*How to complete this task:*
Select the lines of the records containing the word "above" and list them.

*Records for processing:*
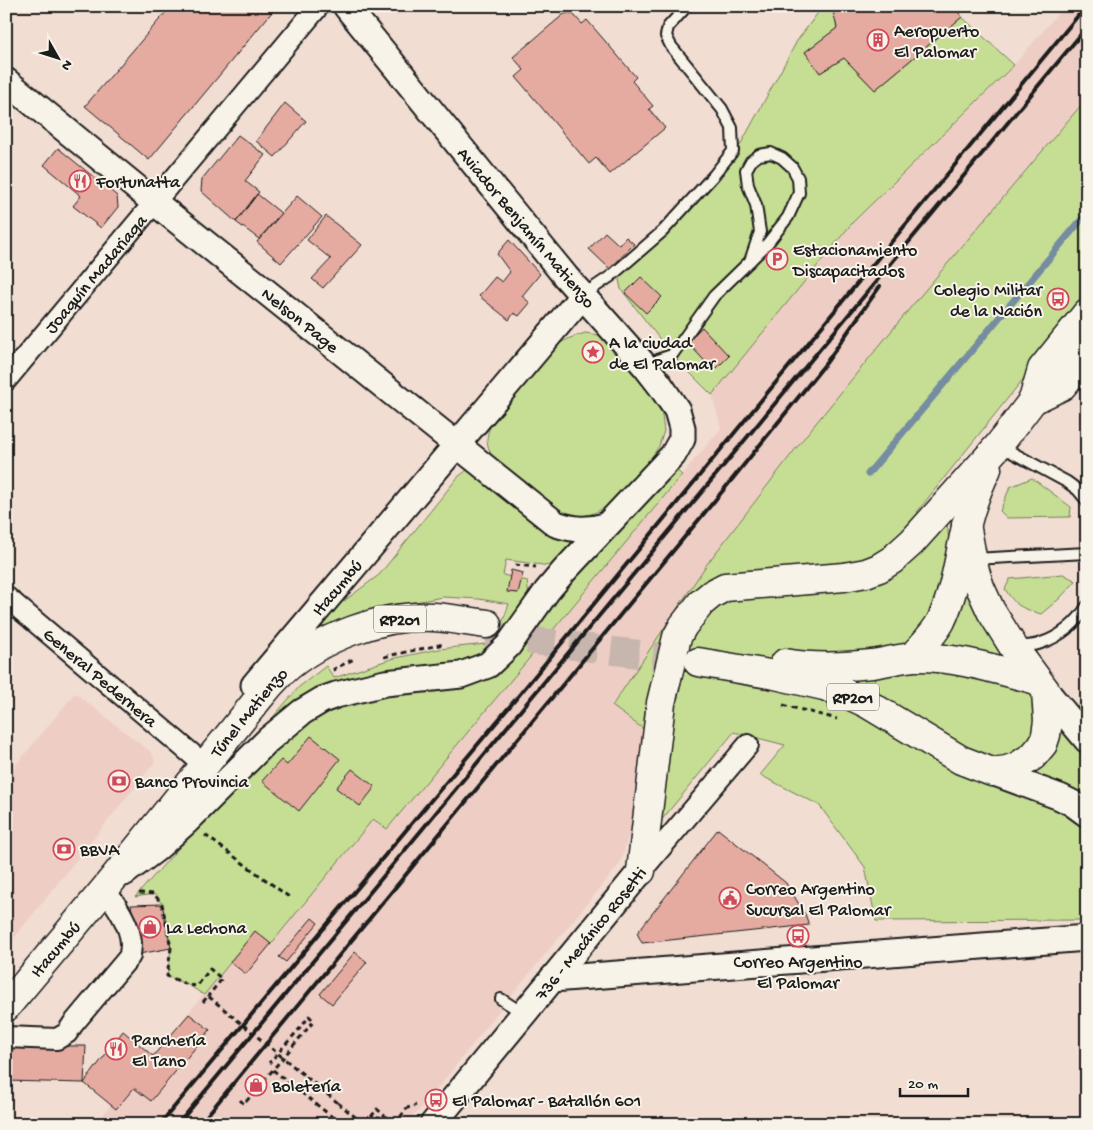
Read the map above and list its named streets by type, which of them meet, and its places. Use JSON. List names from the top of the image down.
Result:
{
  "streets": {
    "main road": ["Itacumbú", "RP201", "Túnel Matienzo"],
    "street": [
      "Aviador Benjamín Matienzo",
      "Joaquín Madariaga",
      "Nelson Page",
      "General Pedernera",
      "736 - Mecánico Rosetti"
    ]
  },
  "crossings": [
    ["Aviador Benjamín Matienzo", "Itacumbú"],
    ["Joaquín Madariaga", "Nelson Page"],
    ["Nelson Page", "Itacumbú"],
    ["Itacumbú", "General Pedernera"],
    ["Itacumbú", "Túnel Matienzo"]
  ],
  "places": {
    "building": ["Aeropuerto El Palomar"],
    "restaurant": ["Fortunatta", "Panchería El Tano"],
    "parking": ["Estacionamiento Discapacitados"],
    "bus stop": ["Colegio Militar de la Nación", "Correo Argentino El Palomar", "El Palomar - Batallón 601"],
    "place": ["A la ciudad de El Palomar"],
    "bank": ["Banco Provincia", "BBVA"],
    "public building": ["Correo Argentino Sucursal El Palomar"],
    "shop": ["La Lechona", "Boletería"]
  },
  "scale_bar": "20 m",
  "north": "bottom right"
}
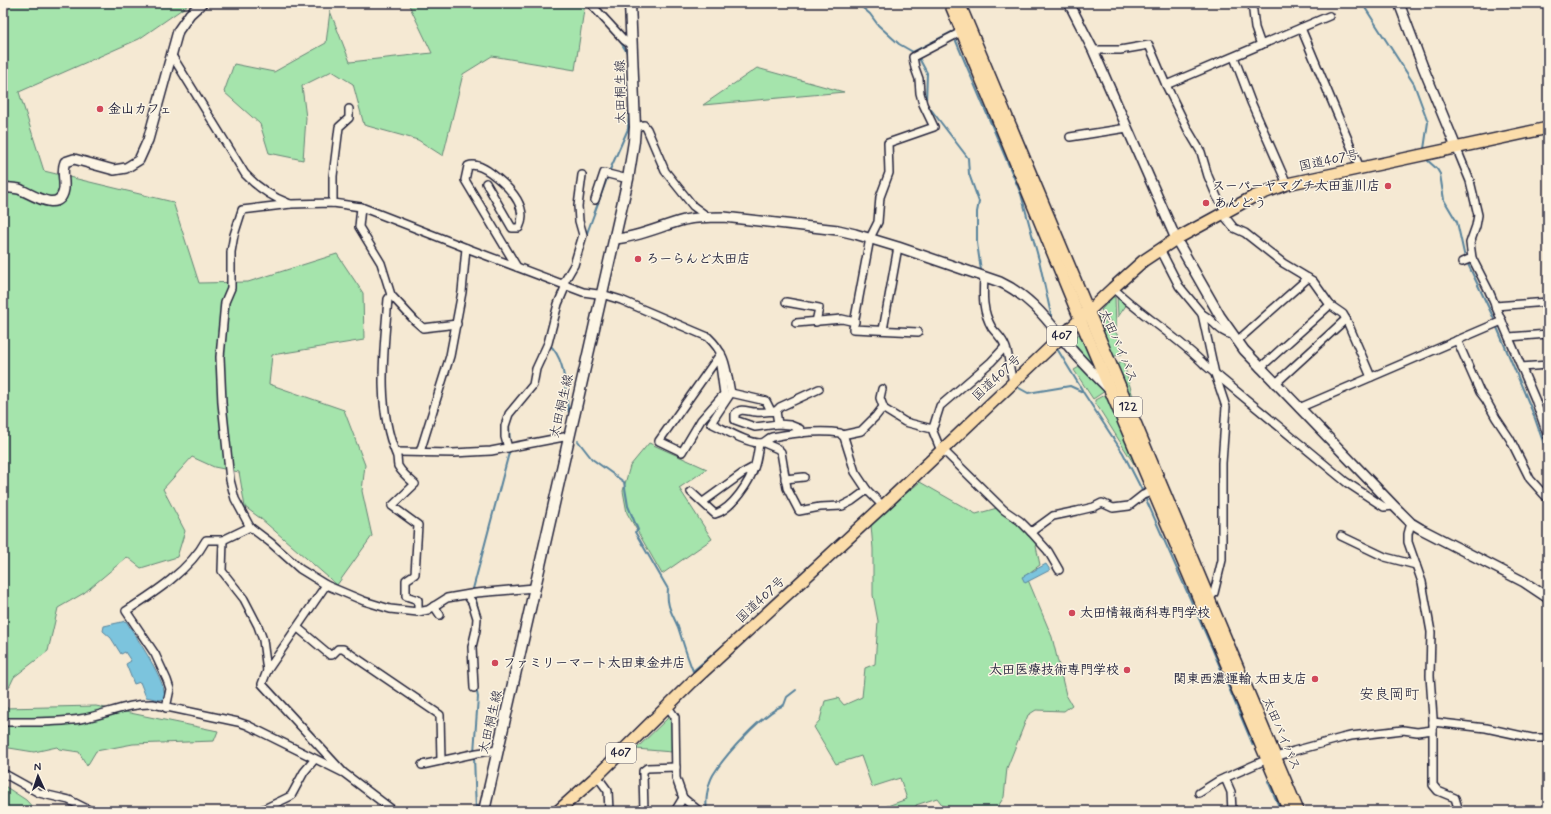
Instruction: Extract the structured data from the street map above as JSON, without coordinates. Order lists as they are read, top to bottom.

---

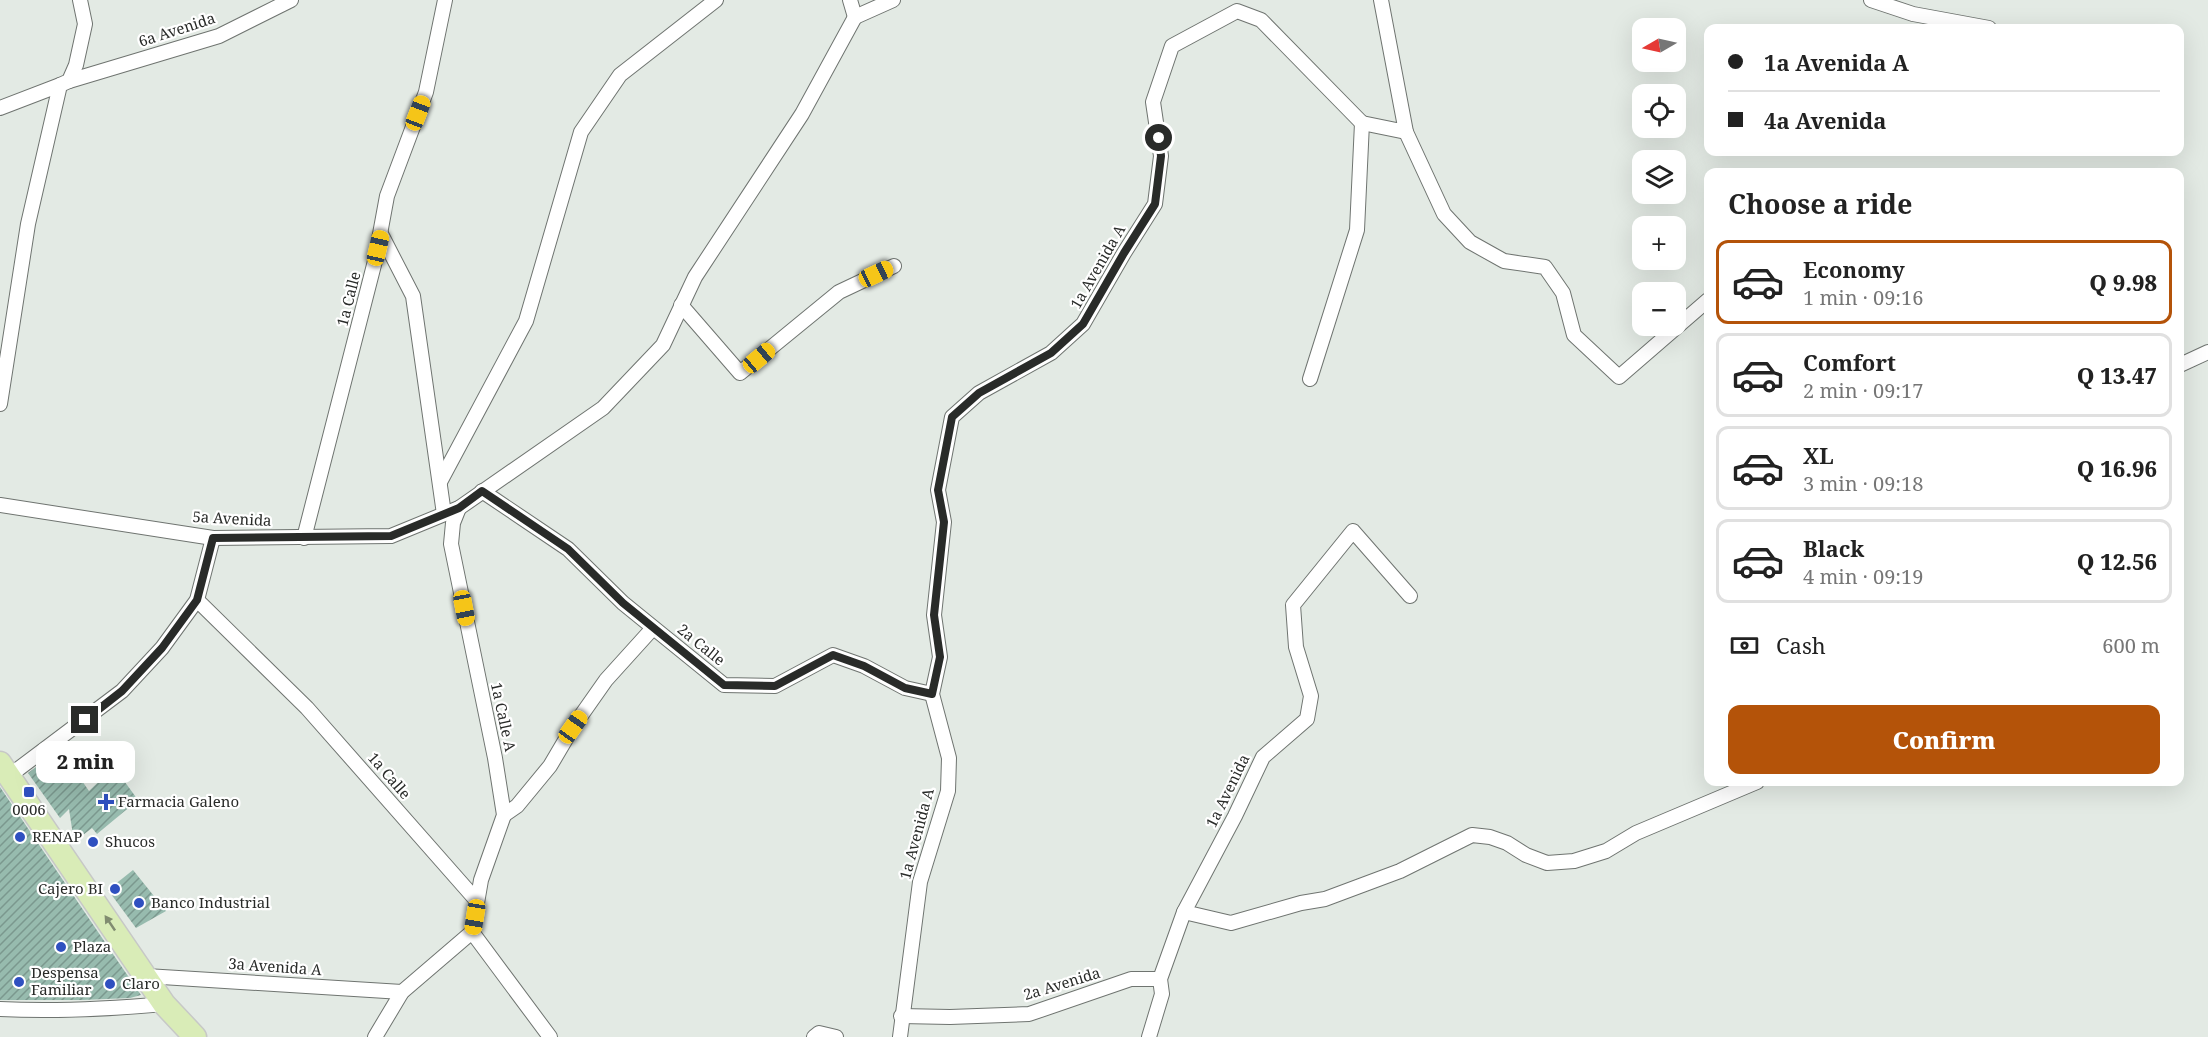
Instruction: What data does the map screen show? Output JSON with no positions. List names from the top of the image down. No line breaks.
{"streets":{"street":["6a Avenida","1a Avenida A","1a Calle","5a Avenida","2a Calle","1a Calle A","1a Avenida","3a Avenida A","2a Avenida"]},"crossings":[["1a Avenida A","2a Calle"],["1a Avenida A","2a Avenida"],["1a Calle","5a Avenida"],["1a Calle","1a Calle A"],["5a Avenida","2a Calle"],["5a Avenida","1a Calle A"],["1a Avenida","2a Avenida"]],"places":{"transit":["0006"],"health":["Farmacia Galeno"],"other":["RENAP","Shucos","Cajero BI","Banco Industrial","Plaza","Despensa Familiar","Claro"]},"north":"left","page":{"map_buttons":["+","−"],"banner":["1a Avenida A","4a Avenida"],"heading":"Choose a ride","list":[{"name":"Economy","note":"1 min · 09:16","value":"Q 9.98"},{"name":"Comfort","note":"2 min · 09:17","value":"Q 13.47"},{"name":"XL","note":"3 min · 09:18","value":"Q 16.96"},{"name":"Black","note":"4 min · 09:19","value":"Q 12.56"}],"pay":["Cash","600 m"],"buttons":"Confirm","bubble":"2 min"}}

*Written answer:*
Read the map above and list its named streets by type, which of them meet, and its places. Use JSON. List names from the top of the image down.
Instruction: Extract the structured data from the street map above as JSON, without coordinates. Order lists as they are read, top to bottom.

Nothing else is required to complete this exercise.